_Excerpted data_.

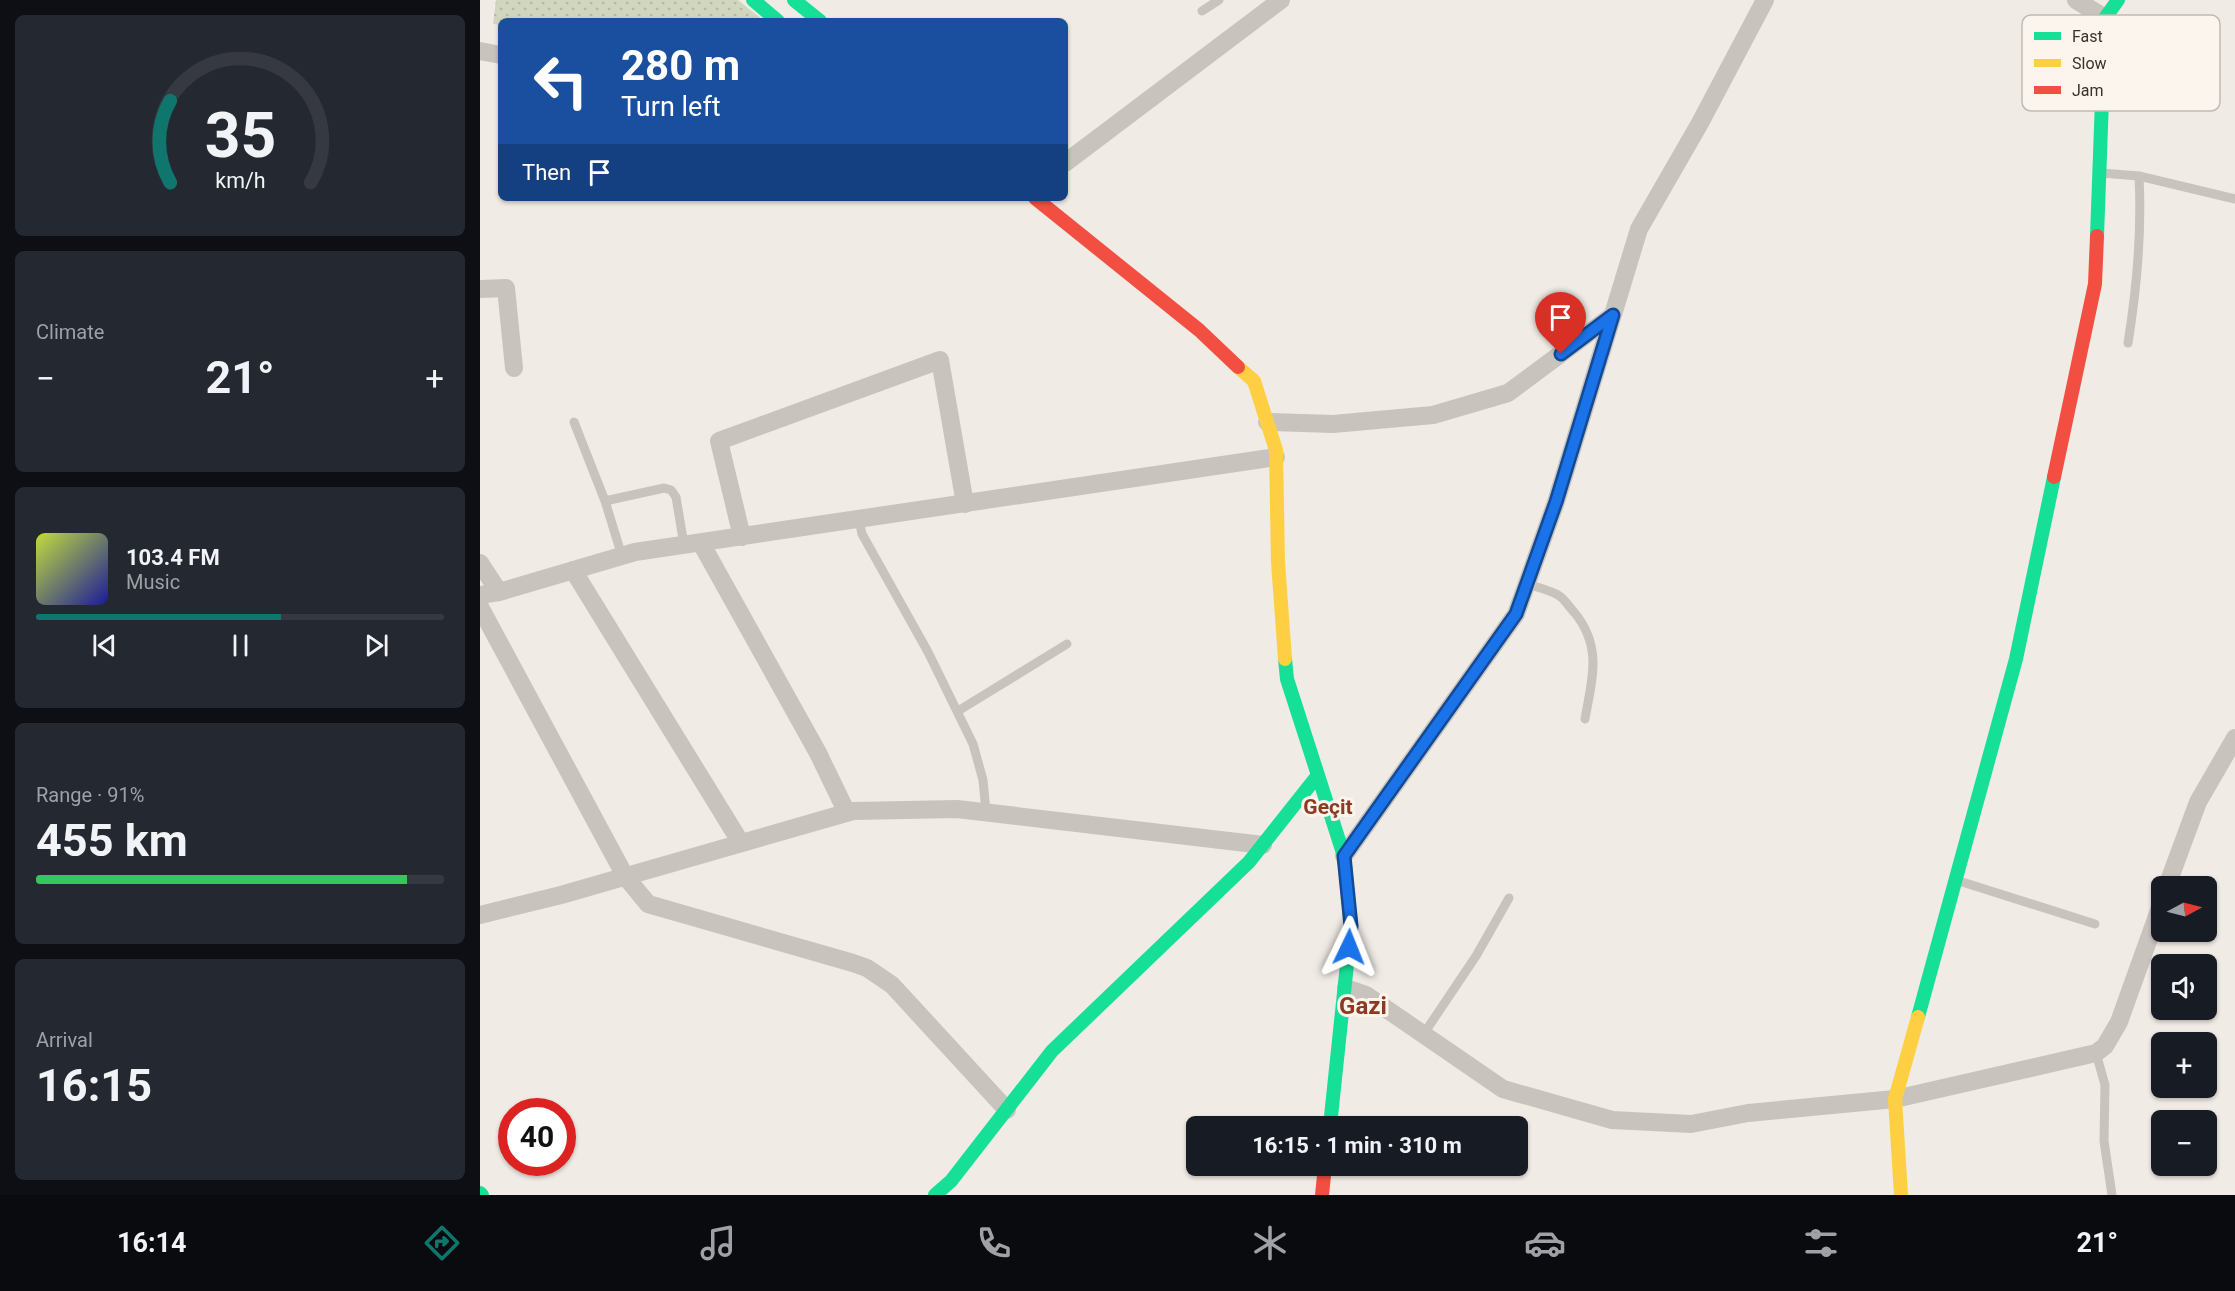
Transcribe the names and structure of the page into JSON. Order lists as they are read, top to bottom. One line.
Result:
{"districts":["Geçit","Gazi"],"legend":["Fast","Slow","Jam"],"north":"right","page":{"turn":["280 m","Turn left"],"then":"Then","tile":["Climate",["Range · 91%","455 km"],["Arrival","16:15"]],"heat":["−","21°","+"],"song":["103.4 FM","Music"],"map_buttons":["+","−"],"limit":"40","trip":"16:15 · 1 min · 310 m","tabs":["16:14","21°"],"gauge":["35","km/h"]}}
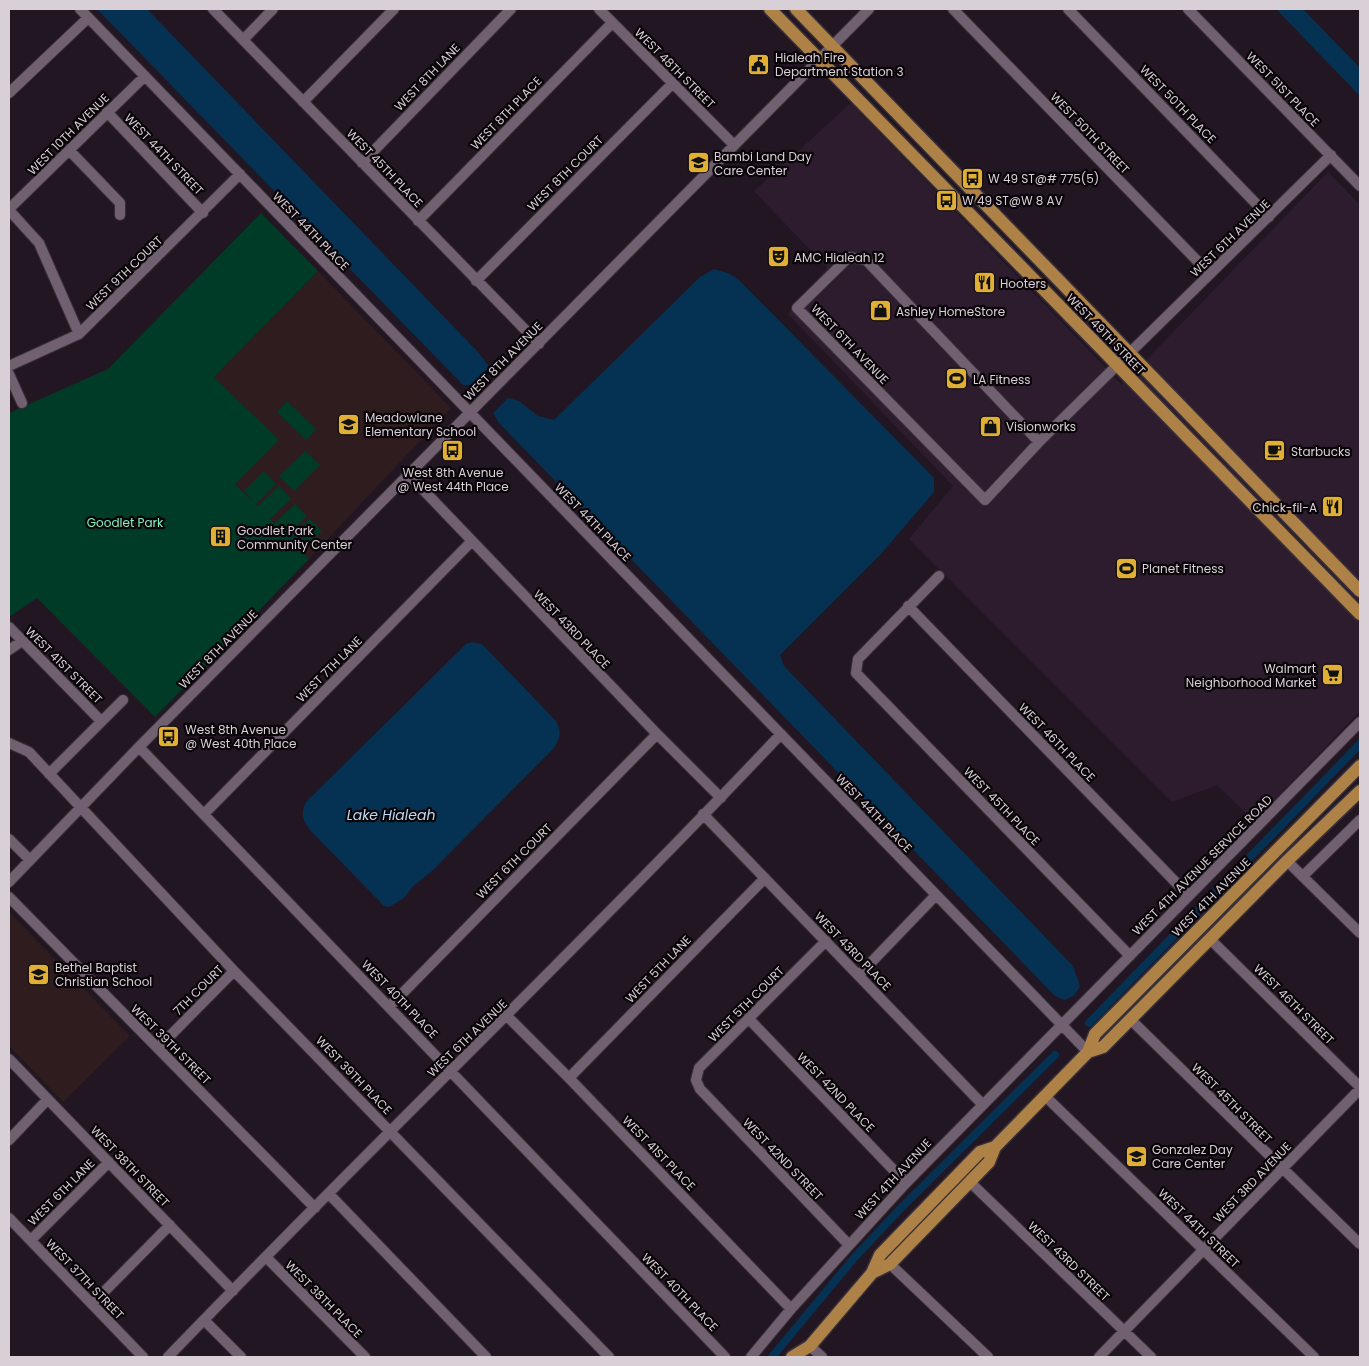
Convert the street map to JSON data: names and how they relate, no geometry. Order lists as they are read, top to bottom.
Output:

_How to complete this task_. Please retype the records above exactly, but leave out any pictures.

_Result_.
Transcribe the names and structure of the page into JSON. Order lists as they are read, top to bottom. One line.
Result:
{"districts":["Geçit","Gazi"],"legend":["Fast","Slow","Jam"],"north":"right","page":{"turn":["280 m","Turn left"],"then":"Then","tile":["Climate",["Range · 91%","455 km"],["Arrival","16:15"]],"heat":["−","21°","+"],"song":["103.4 FM","Music"],"map_buttons":["+","−"],"limit":"40","trip":"16:15 · 1 min · 310 m","tabs":["16:14","21°"],"gauge":["35","km/h"]}}
Convert the street map to JSON data: names and how they relate, no geometry. Order lists as they are read, top to bottom.
Output:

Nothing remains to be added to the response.